AIM OF THE EXERCISE:
Your reply should be the following data, copied exactly.
BEGIN THE DATA
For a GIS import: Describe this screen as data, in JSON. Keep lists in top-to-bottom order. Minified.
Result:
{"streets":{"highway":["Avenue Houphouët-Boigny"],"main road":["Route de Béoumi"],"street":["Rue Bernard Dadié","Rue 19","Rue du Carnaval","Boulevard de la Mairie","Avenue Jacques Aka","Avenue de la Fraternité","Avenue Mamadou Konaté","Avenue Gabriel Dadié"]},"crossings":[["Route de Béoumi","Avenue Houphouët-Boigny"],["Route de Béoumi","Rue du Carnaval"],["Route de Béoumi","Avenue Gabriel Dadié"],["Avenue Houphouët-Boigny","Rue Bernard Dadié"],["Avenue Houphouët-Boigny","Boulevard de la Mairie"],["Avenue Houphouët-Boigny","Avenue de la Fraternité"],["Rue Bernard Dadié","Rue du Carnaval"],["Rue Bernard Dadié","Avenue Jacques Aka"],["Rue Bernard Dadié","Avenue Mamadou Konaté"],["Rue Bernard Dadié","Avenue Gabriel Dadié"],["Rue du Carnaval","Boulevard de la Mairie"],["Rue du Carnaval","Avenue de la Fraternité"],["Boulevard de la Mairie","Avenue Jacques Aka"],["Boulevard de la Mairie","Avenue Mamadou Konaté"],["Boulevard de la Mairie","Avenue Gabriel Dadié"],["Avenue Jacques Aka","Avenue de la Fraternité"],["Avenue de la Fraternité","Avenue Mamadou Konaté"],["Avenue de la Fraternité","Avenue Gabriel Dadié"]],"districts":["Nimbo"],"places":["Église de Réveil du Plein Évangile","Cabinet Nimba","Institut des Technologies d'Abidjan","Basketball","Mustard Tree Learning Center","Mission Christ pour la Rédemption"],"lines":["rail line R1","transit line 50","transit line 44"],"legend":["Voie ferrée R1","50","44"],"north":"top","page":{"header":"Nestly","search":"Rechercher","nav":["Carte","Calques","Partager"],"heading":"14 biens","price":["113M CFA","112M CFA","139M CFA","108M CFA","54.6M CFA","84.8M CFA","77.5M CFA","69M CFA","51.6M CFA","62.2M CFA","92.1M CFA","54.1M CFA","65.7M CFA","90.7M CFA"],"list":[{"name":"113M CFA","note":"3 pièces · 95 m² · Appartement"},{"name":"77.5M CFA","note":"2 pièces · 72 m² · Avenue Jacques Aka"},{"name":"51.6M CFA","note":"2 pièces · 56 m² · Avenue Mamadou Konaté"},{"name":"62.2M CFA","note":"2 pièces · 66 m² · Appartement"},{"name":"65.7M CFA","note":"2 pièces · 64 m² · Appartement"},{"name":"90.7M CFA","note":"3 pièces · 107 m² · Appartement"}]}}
END THE DATA
SOLUTION:
For a GIS import: Describe this screen as data, in JSON. Keep lists in top-to-bottom order. Minified.
Result:
{"streets":{"highway":["Avenue Houphouët-Boigny"],"main road":["Route de Béoumi"],"street":["Rue Bernard Dadié","Rue 19","Rue du Carnaval","Boulevard de la Mairie","Avenue Jacques Aka","Avenue de la Fraternité","Avenue Mamadou Konaté","Avenue Gabriel Dadié"]},"crossings":[["Route de Béoumi","Avenue Houphouët-Boigny"],["Route de Béoumi","Rue du Carnaval"],["Route de Béoumi","Avenue Gabriel Dadié"],["Avenue Houphouët-Boigny","Rue Bernard Dadié"],["Avenue Houphouët-Boigny","Boulevard de la Mairie"],["Avenue Houphouët-Boigny","Avenue de la Fraternité"],["Rue Bernard Dadié","Rue du Carnaval"],["Rue Bernard Dadié","Avenue Jacques Aka"],["Rue Bernard Dadié","Avenue Mamadou Konaté"],["Rue Bernard Dadié","Avenue Gabriel Dadié"],["Rue du Carnaval","Boulevard de la Mairie"],["Rue du Carnaval","Avenue de la Fraternité"],["Boulevard de la Mairie","Avenue Jacques Aka"],["Boulevard de la Mairie","Avenue Mamadou Konaté"],["Boulevard de la Mairie","Avenue Gabriel Dadié"],["Avenue Jacques Aka","Avenue de la Fraternité"],["Avenue de la Fraternité","Avenue Mamadou Konaté"],["Avenue de la Fraternité","Avenue Gabriel Dadié"]],"districts":["Nimbo"],"places":["Église de Réveil du Plein Évangile","Cabinet Nimba","Institut des Technologies d'Abidjan","Basketball","Mustard Tree Learning Center","Mission Christ pour la Rédemption"],"lines":["rail line R1","transit line 50","transit line 44"],"legend":["Voie ferrée R1","50","44"],"north":"top","page":{"header":"Nestly","search":"Rechercher","nav":["Carte","Calques","Partager"],"heading":"14 biens","price":["113M CFA","112M CFA","139M CFA","108M CFA","54.6M CFA","84.8M CFA","77.5M CFA","69M CFA","51.6M CFA","62.2M CFA","92.1M CFA","54.1M CFA","65.7M CFA","90.7M CFA"],"list":[{"name":"113M CFA","note":"3 pièces · 95 m² · Appartement"},{"name":"77.5M CFA","note":"2 pièces · 72 m² · Avenue Jacques Aka"},{"name":"51.6M CFA","note":"2 pièces · 56 m² · Avenue Mamadou Konaté"},{"name":"62.2M CFA","note":"2 pièces · 66 m² · Appartement"},{"name":"65.7M CFA","note":"2 pièces · 64 m² · Appartement"},{"name":"90.7M CFA","note":"3 pièces · 107 m² · Appartement"}]}}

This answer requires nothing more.